The purpose of this article is to assist professional emergency responders with information that may help save the life of the hypothermic horse.
Body temperature is really “body temperatures.” The body core (organs, large blood vessels, central nervous system) can have a different temperature from shell or surface temperature (muscles, fat, skin, hair coat) , and these temperatures vary under the influence of several factors. Fortunately for us mammals, the thermoregulatory center of the brain receives input from temperature sensors across the organism and performs two main functions:
- It sets the average body temperature (body core temperature) and allows it to oscillate only ± 0.2 °C (0.36 °F), whereas surface (shell) temperature is allowed to oscillate up to ±4.0 °C (7.2 °F) before corrective mechanisms kick in.
- Normal core temperature is essential to preserve body functions. Therefore, the brain will do everything it can to maintain normal core temperature, even at the expense of surface/peripheral temperature, to maintain life.

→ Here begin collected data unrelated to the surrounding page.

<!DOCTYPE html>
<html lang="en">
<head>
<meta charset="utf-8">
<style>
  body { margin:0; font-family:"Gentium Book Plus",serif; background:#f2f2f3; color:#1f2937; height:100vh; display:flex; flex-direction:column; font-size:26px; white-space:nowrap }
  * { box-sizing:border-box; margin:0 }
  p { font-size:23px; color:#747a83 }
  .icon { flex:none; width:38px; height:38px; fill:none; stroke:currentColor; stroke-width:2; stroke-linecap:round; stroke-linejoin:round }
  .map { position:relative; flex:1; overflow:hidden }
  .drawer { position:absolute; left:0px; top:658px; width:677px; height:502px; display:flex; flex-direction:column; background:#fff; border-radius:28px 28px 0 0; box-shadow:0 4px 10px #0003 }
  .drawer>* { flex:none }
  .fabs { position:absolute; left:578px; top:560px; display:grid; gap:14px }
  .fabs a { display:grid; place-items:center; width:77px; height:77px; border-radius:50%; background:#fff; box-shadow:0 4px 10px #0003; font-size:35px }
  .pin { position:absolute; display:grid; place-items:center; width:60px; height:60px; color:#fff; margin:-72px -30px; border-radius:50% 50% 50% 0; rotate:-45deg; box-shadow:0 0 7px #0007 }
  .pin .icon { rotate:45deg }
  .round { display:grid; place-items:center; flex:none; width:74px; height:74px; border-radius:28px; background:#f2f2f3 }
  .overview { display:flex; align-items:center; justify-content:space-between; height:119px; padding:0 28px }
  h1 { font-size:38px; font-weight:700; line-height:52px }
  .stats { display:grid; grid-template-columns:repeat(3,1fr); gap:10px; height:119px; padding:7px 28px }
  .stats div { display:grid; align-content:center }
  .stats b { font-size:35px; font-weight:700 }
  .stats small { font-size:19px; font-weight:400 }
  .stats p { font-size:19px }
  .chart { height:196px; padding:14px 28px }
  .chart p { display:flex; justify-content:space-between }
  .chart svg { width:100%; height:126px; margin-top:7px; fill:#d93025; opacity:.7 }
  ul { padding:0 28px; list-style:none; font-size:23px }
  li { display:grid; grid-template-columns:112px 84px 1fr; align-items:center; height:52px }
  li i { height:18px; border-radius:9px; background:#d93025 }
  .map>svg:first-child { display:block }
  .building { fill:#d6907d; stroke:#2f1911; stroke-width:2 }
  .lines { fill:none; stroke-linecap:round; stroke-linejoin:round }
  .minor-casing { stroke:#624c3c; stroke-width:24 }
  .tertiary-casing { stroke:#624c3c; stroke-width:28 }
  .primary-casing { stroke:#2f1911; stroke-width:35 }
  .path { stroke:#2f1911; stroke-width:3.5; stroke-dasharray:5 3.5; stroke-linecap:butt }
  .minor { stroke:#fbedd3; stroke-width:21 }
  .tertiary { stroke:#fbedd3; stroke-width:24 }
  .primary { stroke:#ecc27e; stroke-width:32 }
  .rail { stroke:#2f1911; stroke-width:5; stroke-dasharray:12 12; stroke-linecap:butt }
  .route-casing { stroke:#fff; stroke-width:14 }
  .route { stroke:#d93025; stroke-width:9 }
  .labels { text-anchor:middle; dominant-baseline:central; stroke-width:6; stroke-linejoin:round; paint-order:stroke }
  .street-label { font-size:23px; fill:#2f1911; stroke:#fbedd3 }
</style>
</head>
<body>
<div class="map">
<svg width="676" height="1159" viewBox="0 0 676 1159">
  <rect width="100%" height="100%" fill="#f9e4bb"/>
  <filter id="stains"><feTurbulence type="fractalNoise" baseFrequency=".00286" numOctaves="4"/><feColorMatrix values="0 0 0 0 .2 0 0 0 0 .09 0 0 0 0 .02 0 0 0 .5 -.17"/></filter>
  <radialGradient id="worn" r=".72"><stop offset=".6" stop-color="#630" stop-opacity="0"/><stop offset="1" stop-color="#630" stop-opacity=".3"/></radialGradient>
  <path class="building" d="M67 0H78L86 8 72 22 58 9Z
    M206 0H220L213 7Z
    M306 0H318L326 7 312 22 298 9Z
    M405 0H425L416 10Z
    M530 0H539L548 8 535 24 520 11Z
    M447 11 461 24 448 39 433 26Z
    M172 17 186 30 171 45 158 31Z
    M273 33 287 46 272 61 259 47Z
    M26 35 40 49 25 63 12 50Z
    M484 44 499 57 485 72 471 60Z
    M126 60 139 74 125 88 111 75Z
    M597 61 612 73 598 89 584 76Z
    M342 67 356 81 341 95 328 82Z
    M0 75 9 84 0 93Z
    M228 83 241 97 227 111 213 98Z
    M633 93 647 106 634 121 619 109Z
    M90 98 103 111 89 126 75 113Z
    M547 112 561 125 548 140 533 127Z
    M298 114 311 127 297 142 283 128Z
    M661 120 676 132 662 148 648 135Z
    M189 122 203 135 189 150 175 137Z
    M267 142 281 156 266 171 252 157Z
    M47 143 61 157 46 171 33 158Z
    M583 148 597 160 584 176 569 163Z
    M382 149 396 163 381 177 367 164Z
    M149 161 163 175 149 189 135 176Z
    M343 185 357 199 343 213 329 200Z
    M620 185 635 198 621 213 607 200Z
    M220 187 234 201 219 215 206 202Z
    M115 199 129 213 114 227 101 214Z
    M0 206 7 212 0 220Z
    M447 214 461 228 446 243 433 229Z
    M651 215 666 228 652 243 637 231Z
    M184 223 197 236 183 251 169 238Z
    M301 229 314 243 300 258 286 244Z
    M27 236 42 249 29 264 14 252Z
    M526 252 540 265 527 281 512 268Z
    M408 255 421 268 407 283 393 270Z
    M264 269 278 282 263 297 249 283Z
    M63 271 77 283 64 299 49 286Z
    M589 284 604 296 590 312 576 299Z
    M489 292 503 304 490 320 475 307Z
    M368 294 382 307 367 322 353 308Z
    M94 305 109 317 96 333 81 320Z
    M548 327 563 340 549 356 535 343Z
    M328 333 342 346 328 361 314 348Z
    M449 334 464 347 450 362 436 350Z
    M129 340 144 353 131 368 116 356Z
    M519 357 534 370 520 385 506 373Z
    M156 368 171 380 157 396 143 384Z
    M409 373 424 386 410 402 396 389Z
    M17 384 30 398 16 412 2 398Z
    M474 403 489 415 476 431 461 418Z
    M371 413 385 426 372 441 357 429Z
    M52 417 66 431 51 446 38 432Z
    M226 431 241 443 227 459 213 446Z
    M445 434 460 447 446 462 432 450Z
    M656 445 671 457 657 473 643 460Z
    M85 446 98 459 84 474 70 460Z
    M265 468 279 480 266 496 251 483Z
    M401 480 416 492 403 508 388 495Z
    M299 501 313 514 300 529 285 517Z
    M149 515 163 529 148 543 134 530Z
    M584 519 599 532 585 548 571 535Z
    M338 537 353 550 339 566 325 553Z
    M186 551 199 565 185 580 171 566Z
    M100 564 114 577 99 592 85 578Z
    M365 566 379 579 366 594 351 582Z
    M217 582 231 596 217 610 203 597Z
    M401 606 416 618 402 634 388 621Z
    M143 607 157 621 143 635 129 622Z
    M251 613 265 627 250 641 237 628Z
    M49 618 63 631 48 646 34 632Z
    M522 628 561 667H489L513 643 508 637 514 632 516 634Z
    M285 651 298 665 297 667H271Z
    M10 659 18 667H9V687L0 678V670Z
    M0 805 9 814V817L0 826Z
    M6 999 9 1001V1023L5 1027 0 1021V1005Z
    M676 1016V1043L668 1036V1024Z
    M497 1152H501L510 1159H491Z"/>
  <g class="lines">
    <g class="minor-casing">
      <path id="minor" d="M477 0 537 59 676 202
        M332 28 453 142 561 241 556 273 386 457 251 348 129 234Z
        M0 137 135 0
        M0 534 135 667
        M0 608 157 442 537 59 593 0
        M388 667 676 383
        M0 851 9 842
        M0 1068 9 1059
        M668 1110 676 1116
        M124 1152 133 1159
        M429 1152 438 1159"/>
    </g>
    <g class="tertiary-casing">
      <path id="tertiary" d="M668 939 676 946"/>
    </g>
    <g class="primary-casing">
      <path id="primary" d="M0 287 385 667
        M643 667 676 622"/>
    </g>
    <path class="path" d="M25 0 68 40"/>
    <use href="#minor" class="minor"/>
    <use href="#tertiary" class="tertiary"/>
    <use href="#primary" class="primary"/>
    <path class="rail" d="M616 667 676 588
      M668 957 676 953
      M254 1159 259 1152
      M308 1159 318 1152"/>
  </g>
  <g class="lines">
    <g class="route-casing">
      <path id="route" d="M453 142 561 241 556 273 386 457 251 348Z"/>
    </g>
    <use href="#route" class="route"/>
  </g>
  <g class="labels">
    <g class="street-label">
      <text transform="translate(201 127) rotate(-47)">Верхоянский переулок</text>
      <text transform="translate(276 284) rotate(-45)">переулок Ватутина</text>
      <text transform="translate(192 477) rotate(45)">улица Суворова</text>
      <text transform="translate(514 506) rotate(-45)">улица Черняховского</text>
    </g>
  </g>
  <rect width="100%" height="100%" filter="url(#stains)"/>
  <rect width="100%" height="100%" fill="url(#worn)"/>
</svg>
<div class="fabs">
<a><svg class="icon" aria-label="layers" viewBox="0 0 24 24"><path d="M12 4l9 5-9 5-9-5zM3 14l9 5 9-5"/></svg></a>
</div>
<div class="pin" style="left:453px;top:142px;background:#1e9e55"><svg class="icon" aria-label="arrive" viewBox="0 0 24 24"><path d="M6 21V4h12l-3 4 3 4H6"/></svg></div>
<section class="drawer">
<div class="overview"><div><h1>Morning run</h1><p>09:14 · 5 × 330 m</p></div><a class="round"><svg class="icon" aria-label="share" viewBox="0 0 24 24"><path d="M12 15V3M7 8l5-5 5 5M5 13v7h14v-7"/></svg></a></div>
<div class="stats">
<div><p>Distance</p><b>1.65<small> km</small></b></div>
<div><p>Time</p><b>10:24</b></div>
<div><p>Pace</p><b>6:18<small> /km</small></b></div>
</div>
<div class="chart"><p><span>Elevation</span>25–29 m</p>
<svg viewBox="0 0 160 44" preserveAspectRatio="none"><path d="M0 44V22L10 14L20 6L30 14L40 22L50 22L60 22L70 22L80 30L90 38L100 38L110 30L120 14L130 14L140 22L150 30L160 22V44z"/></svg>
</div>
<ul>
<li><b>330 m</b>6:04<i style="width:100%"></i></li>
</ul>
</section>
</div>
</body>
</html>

The most practical way to measure body core temperature in a horse is by measuring rectal temperature. It is important to keep the tip of the thermometer in good contact against the wall of the rectum for the necessary amount of time, and not inserted into the feces.
Maintenance of Core Temperature
Horses have the ability to maintain normal core temperature in extreme cold climates. The thick haircoat and subcutaneous fat allows the Yakut horses in Siberia to tolerate temperatures of -68 °C (-90 °F) in their natural habitat. The peripheral shell acts as an insulator and is composed of muscles, fat, skin and haircoat helps to maintain a constant core temperature by releasing or preventing the loss of heat from the core. The rate of heat loss from the core to the environment will vary depending on the insulating capacity of the shell, including skin thickness, amount of subcutaneous fat, length and density of the hair and piloerection (raised hair trapping air).

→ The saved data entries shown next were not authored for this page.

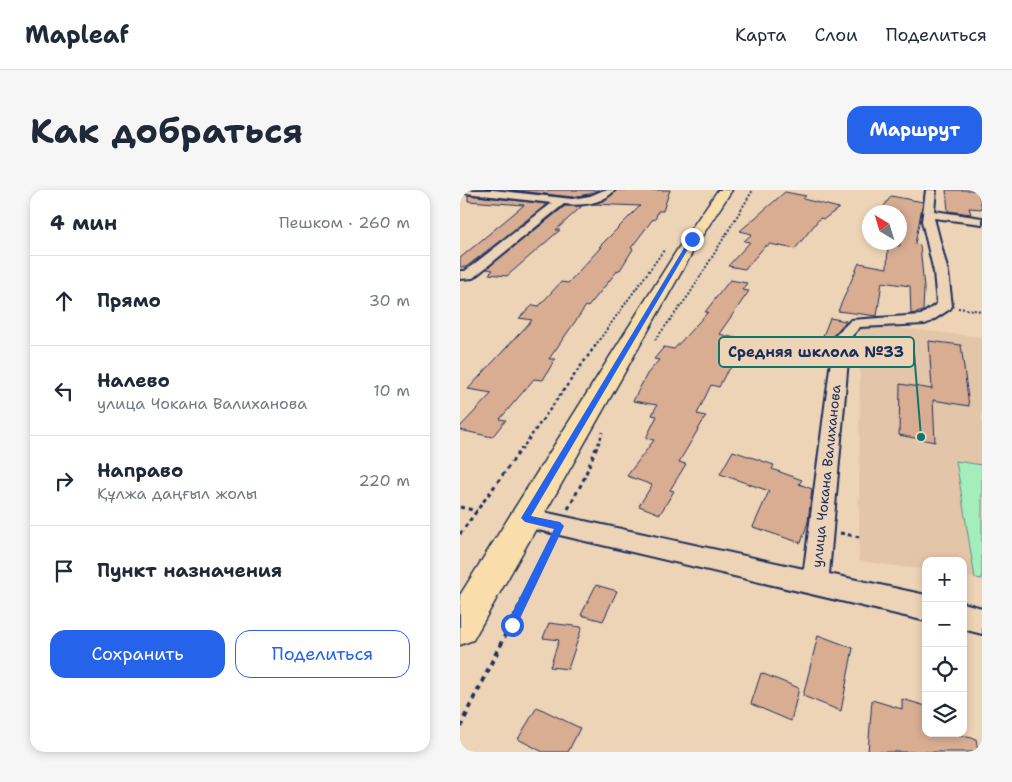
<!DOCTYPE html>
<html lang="ru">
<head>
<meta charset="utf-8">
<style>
	:root { --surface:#fff; --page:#f6f6f7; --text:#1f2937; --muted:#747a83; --line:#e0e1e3; --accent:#2563eb }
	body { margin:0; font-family:"Shantell Sans",sans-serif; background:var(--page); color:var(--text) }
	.controls { position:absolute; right:15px; bottom:15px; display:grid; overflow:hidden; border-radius:10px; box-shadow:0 2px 8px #0003 }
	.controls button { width:45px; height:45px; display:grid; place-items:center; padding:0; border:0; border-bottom:1px solid var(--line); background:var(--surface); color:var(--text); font:25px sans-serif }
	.compass { position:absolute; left:402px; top:15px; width:45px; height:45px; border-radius:50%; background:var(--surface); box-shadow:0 2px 8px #0003; rotate:322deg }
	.stop { position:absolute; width:15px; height:15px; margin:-11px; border:4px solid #2563eb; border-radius:50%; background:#fff }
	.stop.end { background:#2563eb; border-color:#fff; box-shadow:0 1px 5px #0008 }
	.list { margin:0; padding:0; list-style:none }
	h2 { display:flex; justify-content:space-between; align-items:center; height:65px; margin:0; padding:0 20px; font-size:21px }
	h2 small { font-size:16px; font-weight:400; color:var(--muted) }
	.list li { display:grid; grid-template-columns:32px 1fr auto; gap:15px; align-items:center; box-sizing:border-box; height:90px; padding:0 20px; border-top:1px solid var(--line) }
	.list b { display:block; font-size:19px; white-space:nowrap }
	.list p { margin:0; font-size:16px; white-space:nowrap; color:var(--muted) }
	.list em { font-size:16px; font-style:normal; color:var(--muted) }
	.actions { display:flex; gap:10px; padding:15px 20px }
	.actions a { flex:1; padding:11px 0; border:1px solid var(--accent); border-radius:15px; text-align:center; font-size:18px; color:var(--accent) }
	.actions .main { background:var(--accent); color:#fff }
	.icon { flex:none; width:28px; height:28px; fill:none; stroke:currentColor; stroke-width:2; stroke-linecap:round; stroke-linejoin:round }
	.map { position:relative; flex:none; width:522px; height:562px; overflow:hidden; border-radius:15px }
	header { display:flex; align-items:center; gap:30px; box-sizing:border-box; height:70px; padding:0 25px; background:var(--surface); border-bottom:1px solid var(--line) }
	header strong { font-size:24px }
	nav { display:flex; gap:28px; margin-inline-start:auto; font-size:18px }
	.intro { display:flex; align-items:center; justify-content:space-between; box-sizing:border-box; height:120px; padding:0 30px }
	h1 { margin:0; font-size:35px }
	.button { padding:12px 22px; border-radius:15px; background:var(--accent); color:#fff; font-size:18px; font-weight:700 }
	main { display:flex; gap:30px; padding:0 30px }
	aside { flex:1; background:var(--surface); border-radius:15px; box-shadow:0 2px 8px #0003 }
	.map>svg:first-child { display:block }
</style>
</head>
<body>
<header>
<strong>Mapleaf</strong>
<nav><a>Карта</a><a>Слои</a><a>Поделиться</a></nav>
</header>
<div class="intro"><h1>Как добраться</h1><a class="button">Маршрут</a></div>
<main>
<aside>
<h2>4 мин<small>Пешком · 260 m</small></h2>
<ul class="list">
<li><svg class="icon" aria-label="ahead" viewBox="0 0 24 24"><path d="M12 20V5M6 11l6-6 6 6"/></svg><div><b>Прямо</b></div><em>30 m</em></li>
<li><svg class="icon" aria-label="left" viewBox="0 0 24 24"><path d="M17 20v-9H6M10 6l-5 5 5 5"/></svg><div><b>Налево</b><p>улица Чокана Валиханова</p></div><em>10 m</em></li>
<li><svg class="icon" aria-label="right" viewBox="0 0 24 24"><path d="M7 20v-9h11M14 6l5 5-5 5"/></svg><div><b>Направо</b><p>Құлжа даңғыл жолы</p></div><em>220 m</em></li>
<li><svg class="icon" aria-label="arrive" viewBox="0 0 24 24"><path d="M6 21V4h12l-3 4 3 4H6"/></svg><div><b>Пункт назначения</b></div></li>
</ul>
<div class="actions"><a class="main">Сохранить</a><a>Поделиться</a></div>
</aside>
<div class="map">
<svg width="522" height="562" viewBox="0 0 522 562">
	<rect width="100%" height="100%" fill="#eed4b6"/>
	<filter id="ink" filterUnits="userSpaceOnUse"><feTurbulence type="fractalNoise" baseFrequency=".02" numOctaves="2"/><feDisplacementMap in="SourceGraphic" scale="10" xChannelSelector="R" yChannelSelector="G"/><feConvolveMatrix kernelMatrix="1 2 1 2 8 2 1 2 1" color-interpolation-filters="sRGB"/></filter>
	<g filter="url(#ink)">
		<path fill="#e3c5a9" d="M400,134l122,13v242l-19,-3v-15h-37v9l-67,-9z"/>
		<path fill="#a4eebc" stroke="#608e8d" d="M496,271l26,4v114l-7,-1z"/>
		<g fill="#d8ad92" stroke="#1b2f5e">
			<path d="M50,0h89l-10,4 -17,3z"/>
			<path d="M157,0h53l-7,21h-5l-3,9 -2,-1 -22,29 2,1 -13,21h-2l-30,37 -2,-1 -37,53h6l-12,21 -9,-1 -34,40 6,1 -14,17 -32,-7v-3l32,-34 -24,-4 64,-69 -13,-2 14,-13 6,1 22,-24 7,1 33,-36h-2l41,-41 -47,-2 12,-4z"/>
			<path d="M486,0h32l4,19 -13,-1 2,6 -23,-3z"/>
			<path d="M325,2l21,4 -3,3 36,9 -15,11 -4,-1 -25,31 -25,-5 -3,2h-2l-20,23 -17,-3 22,-24 -6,-1 8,-7 -12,-3z"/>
			<path d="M8,5l79,9 -81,63h-6v-9l64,-53 -56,-4z"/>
			<path d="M431,6l32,6 -8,42 5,1 4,43 -1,23 -12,3 -1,-28 -28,-4 -5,34 -39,-5 21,-48 28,5 1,-24 12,2v-34h-20z"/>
			<path d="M105,16h17l-26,24h4l-53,46 -18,-2 4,-4 -7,-1z"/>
			<path d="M270,90l17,3 -5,7 7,1 -30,43 32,8 -26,33 -6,12 -8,-2 -14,29 9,2 -27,46 7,2 -16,26 4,1 -14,23 -21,-8 13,-21 -25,-9 27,-36 -8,-2 11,-22 -5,-1 5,-10 -24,-4 14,-27 12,-14 -5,-1 10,-12 10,2 34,-37h-3z"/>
			<path d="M370,128l16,3 -13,15 -2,10 -10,17 -7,-4z"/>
			<path d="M469,151l32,4 8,61 -36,-6 2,42 -36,-7 1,-51 32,5z"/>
			<path d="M273,261l41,14 -2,4 30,11 -3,4 13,5 -4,33 -7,21 -48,-16 16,-36 -49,-17z"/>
			<path d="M136,395l21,6 -14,30 -22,-6z"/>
			<path d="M89,433l33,4 -14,42 -18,-2 9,-27 -16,-2z"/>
			<path d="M358,445l35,13 -12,63 -38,-15z"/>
			<path d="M301,483l38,15 -8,33 -40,-17z"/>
			<path d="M442,509l24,7v27h23l27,6 2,13h-110l4,-52 30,9z"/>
			<path d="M77,517l43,21 -12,24h-25l-25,-13z"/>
		</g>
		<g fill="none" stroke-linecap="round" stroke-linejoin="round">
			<g stroke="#1b2f5e" stroke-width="4">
				<g id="minor">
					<path d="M0,0h33l79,9 18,-3 14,-6h11c-12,14 -34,16 -51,14l-91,74 -13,1v-8h5l87,-68 -87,-10z"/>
					<path d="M466,0h10l-2,21 48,7v6l-48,-6 14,54 4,34 -2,3 -20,13 -5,2 -65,3 -10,11 -21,236 97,21v26l-409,-96 -4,-7 4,-7 8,-3 279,61 30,-232 17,-17 70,-5 16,-11 -3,-32 -12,-51z"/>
					<path d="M503,413l19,5v26l-19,-5z"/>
				</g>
			</g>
			<g stroke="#1b2f5e" stroke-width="3">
				<path id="primary" d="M258,0h14l-32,49 -227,401 -13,5v-50l224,-356z"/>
			</g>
			<g stroke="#1b2f5e" stroke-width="2" stroke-dasharray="2 2" stroke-linecap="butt">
				<path d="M498,118l24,3"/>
				<path d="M195,150l34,-45 64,-105"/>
				<path d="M137,153l67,-93"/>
			</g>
			<g stroke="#1b2f5e" stroke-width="2.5" stroke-dasharray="3 3" stroke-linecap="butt">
				<path d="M61,260l77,-108"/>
				<path d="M136,260l7,-18"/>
			</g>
			<g stroke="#1b2f5e" stroke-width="3" stroke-dasharray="4 4" stroke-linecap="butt">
				<path d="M0,317l17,4"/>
				<path d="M108,319l15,-28 13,-33"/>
				<path d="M380,343l19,4"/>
				<path d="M0,344l62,-86"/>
				<path d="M71,394l21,-43"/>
			</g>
			<path stroke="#1b2f5e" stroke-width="4.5" stroke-dasharray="5 5" stroke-linecap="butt" d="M0,537l71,-144"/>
			<use href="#minor" fill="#eed4b6" fill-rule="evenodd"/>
			<use href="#primary" fill="#f9deab" fill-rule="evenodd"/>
		</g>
	</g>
	<path fill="#2563eb" d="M230,48l4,1 -163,277 29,6 4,4 -49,103 -3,1 -4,-1 -1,-4 1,-4 46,-92 -29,-7 -4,-4z"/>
	<g text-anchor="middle" stroke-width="4.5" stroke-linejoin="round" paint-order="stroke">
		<g font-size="14" fill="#1b2f5e" stroke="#eed4b6">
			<text transform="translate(366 286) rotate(-84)" y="5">улица Чокана Валиханова</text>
		</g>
	</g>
	<path fill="none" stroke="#0f766e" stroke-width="2" d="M461 247L454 162"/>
	<circle fill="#0f766e" stroke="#eed4b6" stroke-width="2" cx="461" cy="247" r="5"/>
	<rect fill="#eed4b6" stroke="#0f766e" stroke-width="2" x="259" y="147" width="195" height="30" rx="5"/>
	<g font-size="15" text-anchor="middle" font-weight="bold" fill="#1b2f5e">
		<text x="356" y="167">Средняя шклола №33</text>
	</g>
</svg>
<div class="controls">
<button>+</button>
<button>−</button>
<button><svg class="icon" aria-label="locate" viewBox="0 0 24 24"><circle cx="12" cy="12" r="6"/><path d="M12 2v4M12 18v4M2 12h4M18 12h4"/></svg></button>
<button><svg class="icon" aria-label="layers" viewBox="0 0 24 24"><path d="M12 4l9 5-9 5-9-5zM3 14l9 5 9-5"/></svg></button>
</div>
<svg class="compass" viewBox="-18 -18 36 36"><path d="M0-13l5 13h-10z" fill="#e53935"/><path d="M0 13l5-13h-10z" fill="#747a83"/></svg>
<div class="stop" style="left:52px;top:435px"></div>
<div class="stop end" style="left:232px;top:49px"></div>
</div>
</main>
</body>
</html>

Heat loss greater than heat production equals hypothermia. The normal body (core) temperature in a mature horse is 37.5-38.0° C (99.5-100.4° F). Any temperature below 37.5° C (99.5° F) is considered hypothermia in a mature horse. In humans, hypothermia is defined as a drop in core temperature below 35° C (95° F).
Studies on immersion hypothermia in humans have shown that death will occur in 70% of cases with a core body temperature of 30° C (86° F), and in 90% of cases with a core body temperature of 26° C (78.8° F). The ultimate cause of death during hypothermia appears to be cardiac failure with asystole or ventricular fibrillation.
Vasoconstriction will help isolate the thermal core to preserve normal core temperature. When core temperature continues to drop, vasoconstriction can no longer compensate for the periphery’s heat loss and shivering will appear to help maintain core temperature.